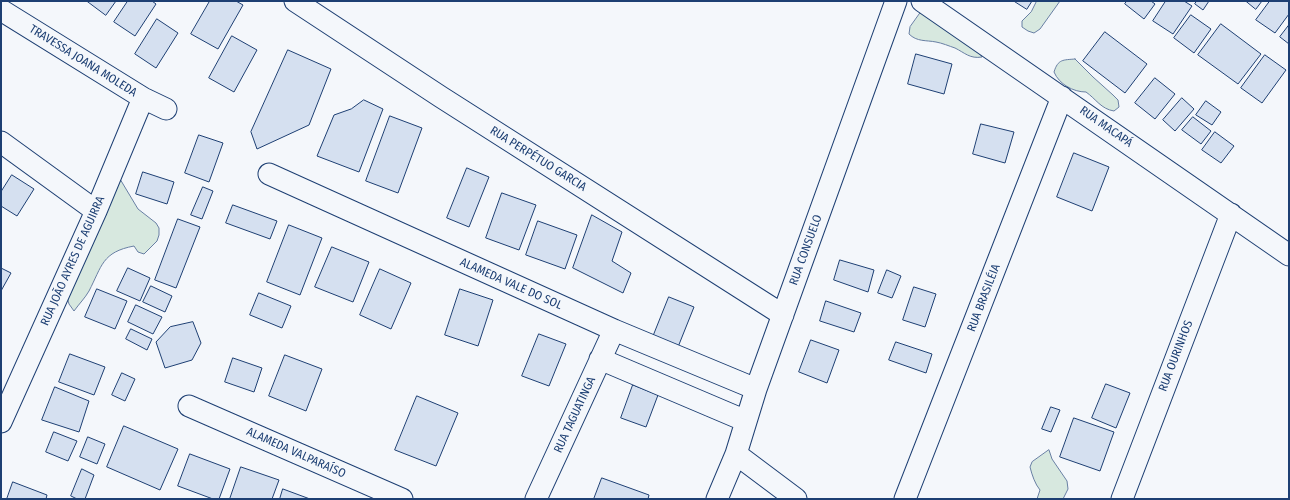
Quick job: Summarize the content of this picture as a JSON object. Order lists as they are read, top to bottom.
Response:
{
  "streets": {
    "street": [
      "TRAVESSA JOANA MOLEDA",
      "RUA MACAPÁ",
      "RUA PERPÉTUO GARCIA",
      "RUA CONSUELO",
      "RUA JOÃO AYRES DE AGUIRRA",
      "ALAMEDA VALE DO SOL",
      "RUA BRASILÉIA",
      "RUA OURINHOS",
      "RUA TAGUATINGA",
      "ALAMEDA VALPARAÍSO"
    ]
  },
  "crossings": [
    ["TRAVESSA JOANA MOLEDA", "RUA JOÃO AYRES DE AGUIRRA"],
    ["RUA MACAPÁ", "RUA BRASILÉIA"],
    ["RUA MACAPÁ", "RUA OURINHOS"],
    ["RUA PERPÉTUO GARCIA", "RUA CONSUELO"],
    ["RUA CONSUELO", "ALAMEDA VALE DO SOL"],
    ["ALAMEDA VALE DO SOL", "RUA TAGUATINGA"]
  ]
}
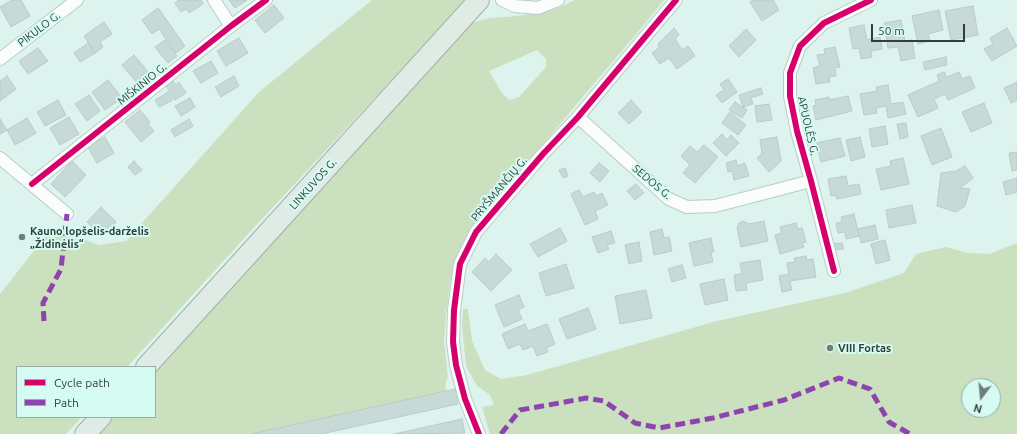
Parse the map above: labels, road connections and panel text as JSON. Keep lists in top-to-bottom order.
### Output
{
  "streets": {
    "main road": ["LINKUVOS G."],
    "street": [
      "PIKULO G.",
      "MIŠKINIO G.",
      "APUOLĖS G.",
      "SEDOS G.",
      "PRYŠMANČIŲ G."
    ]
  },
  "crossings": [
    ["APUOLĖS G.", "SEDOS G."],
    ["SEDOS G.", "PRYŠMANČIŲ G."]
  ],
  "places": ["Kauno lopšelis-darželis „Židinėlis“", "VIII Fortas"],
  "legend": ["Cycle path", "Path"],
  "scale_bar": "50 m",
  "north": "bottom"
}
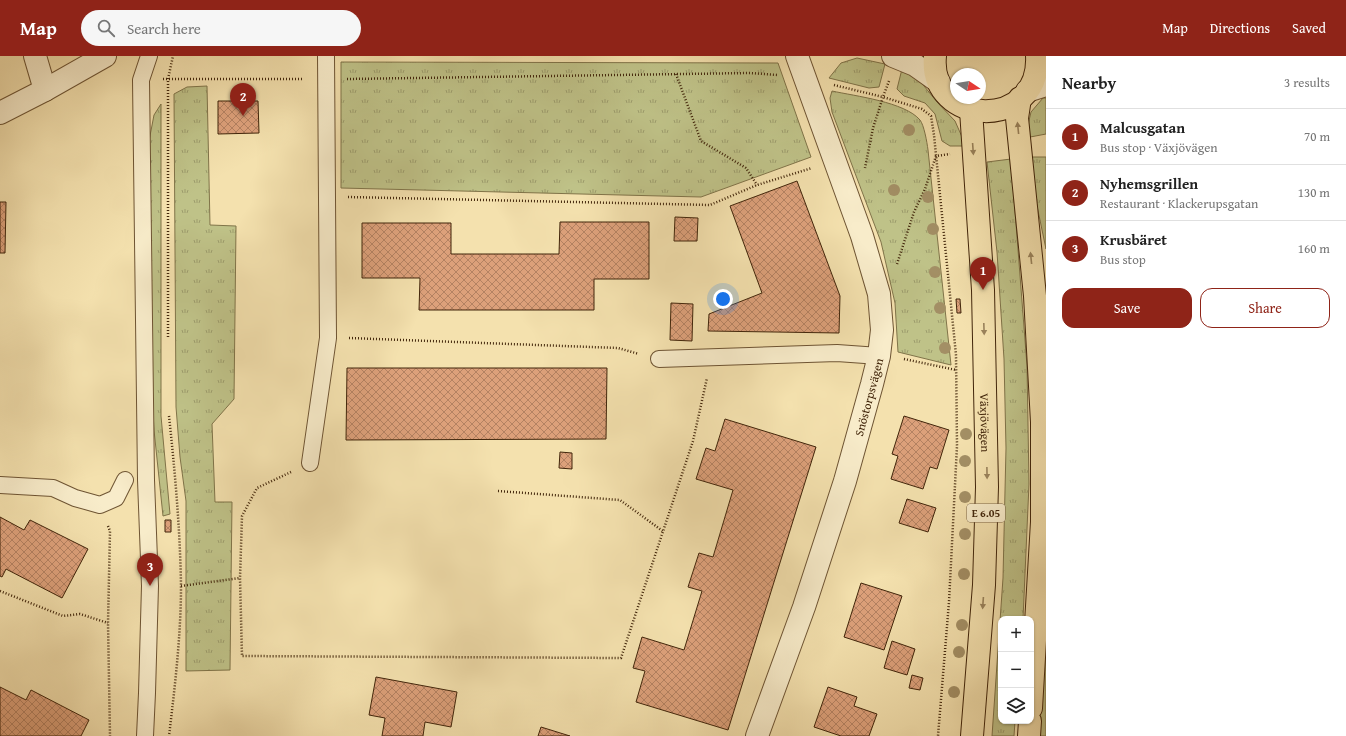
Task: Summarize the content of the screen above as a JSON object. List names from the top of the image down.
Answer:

=-=-=

-- Instructions to follow --
Exactly reproduce each entry, but drop the pictures.

-- Final answer --
Quick job: Summarize the content of this picture as a JSON object. Order lists as they are read, top to bottom.
Response:
{
  "streets": {
    "street": [
      "TRAVESSA JOANA MOLEDA",
      "RUA MACAPÁ",
      "RUA PERPÉTUO GARCIA",
      "RUA CONSUELO",
      "RUA JOÃO AYRES DE AGUIRRA",
      "ALAMEDA VALE DO SOL",
      "RUA BRASILÉIA",
      "RUA OURINHOS",
      "RUA TAGUATINGA",
      "ALAMEDA VALPARAÍSO"
    ]
  },
  "crossings": [
    ["TRAVESSA JOANA MOLEDA", "RUA JOÃO AYRES DE AGUIRRA"],
    ["RUA MACAPÁ", "RUA BRASILÉIA"],
    ["RUA MACAPÁ", "RUA OURINHOS"],
    ["RUA PERPÉTUO GARCIA", "RUA CONSUELO"],
    ["RUA CONSUELO", "ALAMEDA VALE DO SOL"],
    ["ALAMEDA VALE DO SOL", "RUA TAGUATINGA"]
  ]
}
Parse the map above: labels, road connections and panel text as JSON. Keep lists in top-to-bottom order.
### Output
{
  "streets": {
    "main road": ["LINKUVOS G."],
    "street": [
      "PIKULO G.",
      "MIŠKINIO G.",
      "APUOLĖS G.",
      "SEDOS G.",
      "PRYŠMANČIŲ G."
    ]
  },
  "crossings": [
    ["APUOLĖS G.", "SEDOS G."],
    ["SEDOS G.", "PRYŠMANČIŲ G."]
  ],
  "places": ["Kauno lopšelis-darželis „Židinėlis“", "VIII Fortas"],
  "legend": ["Cycle path", "Path"],
  "scale_bar": "50 m",
  "north": "bottom"
}
Task: Summarize the content of the screen above as a JSON object. List names from the top of the image down.
Answer:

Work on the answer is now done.